## WHAT YOU SHOULD DO
Among the records, which lines hold the word "Cutler"? Pick them out.

## DATA TO PROCESS
—————

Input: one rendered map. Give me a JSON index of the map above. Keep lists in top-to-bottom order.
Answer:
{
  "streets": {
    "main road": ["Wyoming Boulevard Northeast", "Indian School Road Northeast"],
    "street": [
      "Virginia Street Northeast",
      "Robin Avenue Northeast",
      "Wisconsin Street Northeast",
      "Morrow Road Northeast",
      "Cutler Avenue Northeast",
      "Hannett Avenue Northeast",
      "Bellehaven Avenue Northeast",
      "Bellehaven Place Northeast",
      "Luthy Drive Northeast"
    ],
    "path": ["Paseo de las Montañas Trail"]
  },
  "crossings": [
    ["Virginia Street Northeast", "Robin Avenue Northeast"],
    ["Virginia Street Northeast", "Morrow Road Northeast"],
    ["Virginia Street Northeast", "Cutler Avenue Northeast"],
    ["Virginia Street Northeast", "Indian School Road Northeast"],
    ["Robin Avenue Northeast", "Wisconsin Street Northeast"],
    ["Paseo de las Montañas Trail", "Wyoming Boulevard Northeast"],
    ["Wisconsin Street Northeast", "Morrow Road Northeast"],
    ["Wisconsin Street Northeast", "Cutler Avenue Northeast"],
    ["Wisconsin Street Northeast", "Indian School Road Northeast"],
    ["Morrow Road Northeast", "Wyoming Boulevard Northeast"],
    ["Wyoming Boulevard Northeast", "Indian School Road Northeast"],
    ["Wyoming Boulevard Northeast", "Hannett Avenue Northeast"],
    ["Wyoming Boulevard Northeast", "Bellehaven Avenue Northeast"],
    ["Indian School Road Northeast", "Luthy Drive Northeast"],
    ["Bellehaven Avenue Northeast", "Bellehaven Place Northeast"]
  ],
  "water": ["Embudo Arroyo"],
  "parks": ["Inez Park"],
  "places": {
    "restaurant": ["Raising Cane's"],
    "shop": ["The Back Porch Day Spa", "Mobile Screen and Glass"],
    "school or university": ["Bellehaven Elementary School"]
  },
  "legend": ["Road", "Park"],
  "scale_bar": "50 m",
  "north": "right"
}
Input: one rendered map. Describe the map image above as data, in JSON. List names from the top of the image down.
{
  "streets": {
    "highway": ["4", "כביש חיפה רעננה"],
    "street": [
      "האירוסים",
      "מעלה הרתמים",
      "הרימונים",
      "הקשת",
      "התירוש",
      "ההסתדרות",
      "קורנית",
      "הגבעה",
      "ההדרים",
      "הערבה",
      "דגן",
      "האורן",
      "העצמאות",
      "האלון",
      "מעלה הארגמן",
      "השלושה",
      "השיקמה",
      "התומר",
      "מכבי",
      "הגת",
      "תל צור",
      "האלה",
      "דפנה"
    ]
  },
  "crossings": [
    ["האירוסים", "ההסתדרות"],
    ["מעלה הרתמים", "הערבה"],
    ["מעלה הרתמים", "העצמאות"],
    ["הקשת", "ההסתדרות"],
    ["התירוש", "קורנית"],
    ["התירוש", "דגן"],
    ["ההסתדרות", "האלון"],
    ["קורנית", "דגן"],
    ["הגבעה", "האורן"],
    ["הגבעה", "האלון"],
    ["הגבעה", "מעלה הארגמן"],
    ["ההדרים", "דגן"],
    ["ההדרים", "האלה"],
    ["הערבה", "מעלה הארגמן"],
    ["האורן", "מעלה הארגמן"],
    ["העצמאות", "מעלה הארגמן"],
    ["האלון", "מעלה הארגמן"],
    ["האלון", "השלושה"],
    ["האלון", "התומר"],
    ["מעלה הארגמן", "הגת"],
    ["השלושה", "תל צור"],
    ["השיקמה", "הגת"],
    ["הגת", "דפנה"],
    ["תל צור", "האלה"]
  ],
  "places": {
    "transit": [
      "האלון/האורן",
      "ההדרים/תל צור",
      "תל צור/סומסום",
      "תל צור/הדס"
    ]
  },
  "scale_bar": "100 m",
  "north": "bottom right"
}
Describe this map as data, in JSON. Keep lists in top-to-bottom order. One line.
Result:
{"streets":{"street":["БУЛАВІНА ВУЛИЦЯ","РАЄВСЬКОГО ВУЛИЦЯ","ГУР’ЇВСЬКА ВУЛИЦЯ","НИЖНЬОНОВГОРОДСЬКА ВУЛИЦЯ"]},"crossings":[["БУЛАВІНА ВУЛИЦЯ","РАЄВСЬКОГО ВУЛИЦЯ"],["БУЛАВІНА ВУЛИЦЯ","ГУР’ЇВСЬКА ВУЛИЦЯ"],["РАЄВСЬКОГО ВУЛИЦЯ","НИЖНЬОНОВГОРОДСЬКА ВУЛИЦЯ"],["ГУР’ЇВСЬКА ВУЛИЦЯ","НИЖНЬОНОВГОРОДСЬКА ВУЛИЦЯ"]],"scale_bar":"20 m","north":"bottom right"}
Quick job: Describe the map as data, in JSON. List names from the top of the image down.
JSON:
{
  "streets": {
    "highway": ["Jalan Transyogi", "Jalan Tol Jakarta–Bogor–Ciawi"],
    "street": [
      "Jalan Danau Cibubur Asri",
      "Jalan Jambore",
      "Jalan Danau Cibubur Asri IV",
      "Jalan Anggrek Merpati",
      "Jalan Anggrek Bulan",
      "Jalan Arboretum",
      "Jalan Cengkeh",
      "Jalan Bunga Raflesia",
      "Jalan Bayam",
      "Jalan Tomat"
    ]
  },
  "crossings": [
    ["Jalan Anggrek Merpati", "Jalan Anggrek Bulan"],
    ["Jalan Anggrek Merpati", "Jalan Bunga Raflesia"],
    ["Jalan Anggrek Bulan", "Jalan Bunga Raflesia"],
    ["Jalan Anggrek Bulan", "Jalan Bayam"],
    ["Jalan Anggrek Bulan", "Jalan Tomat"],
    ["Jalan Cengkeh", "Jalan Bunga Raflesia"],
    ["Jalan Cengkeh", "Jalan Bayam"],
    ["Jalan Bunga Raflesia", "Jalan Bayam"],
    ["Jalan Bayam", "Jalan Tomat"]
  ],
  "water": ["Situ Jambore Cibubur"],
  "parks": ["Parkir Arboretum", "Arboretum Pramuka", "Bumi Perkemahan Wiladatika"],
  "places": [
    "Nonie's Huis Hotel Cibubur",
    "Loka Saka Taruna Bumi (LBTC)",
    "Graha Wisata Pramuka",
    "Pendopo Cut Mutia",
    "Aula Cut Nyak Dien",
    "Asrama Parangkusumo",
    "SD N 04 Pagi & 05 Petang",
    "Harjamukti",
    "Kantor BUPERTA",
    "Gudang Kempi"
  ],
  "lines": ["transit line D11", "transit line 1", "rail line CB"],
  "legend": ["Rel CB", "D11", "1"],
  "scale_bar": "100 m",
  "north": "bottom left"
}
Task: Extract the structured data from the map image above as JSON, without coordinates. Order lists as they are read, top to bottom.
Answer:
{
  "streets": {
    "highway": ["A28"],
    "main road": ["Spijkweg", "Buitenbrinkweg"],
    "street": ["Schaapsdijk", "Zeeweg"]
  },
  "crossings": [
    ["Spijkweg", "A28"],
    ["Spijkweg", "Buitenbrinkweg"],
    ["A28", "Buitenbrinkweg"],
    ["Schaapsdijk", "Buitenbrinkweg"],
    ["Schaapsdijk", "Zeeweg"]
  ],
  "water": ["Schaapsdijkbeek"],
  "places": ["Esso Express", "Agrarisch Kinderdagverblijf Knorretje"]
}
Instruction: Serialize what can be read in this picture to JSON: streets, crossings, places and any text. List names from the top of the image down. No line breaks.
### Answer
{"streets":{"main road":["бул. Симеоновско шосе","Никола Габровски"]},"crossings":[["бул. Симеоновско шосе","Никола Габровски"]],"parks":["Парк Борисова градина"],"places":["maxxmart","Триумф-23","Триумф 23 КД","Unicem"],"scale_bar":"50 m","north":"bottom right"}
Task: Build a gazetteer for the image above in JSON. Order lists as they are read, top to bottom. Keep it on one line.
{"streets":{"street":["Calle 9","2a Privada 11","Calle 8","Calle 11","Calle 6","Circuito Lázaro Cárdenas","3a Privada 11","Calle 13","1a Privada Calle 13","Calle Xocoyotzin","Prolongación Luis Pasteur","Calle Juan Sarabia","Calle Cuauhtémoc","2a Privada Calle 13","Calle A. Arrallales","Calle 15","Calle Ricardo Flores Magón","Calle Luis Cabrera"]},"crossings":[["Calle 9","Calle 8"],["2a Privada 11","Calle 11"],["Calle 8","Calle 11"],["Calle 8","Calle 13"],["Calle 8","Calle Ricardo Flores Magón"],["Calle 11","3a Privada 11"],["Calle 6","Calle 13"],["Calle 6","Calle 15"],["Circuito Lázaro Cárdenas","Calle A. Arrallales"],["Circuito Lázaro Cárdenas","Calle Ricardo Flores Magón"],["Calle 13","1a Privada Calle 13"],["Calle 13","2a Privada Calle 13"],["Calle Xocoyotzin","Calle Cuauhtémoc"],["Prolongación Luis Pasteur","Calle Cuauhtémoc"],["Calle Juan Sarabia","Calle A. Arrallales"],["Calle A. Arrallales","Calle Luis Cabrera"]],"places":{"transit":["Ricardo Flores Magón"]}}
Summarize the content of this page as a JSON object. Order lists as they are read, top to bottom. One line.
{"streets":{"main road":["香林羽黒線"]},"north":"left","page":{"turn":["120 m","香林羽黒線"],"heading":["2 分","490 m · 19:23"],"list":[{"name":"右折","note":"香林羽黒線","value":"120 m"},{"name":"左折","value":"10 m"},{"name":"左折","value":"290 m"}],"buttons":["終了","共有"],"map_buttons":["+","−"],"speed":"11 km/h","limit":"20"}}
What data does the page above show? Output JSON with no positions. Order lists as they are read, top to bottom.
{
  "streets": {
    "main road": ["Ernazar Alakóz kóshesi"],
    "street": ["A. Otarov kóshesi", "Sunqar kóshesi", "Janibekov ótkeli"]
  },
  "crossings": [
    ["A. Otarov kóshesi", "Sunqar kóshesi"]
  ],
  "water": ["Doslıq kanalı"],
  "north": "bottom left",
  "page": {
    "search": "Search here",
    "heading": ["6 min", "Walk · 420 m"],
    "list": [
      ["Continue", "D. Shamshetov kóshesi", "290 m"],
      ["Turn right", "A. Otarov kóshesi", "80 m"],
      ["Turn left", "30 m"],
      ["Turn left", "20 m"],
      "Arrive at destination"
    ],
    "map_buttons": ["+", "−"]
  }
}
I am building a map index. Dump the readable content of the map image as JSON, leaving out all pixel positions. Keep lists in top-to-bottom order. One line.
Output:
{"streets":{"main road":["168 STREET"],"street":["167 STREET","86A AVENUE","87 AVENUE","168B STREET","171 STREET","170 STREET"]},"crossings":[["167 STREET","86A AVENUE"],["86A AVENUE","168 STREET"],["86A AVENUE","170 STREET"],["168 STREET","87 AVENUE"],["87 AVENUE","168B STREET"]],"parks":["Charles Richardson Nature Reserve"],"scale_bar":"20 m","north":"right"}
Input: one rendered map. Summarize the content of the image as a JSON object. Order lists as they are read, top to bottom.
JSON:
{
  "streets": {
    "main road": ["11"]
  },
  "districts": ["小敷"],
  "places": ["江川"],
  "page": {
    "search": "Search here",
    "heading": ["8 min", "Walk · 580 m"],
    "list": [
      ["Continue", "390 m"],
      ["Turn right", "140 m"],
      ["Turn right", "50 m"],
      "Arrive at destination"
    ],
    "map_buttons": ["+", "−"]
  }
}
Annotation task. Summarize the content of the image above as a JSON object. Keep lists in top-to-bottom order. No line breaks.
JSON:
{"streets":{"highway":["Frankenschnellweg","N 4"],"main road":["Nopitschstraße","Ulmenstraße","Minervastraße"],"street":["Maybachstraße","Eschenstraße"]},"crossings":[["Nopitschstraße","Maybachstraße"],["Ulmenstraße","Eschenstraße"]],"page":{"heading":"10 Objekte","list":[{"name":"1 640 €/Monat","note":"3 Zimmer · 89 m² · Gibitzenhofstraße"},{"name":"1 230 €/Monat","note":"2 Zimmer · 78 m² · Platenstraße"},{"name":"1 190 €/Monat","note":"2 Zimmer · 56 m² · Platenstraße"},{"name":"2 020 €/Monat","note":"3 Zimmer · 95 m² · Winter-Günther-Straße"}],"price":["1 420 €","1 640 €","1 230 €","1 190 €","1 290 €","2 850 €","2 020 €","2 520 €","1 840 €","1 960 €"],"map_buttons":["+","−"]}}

—————

## REPLY
      "Cutler Avenue Northeast",
    ["Virginia Street Northeast", "Cutler Avenue Northeast"],
    ["Wisconsin Street Northeast", "Cutler Avenue Northeast"],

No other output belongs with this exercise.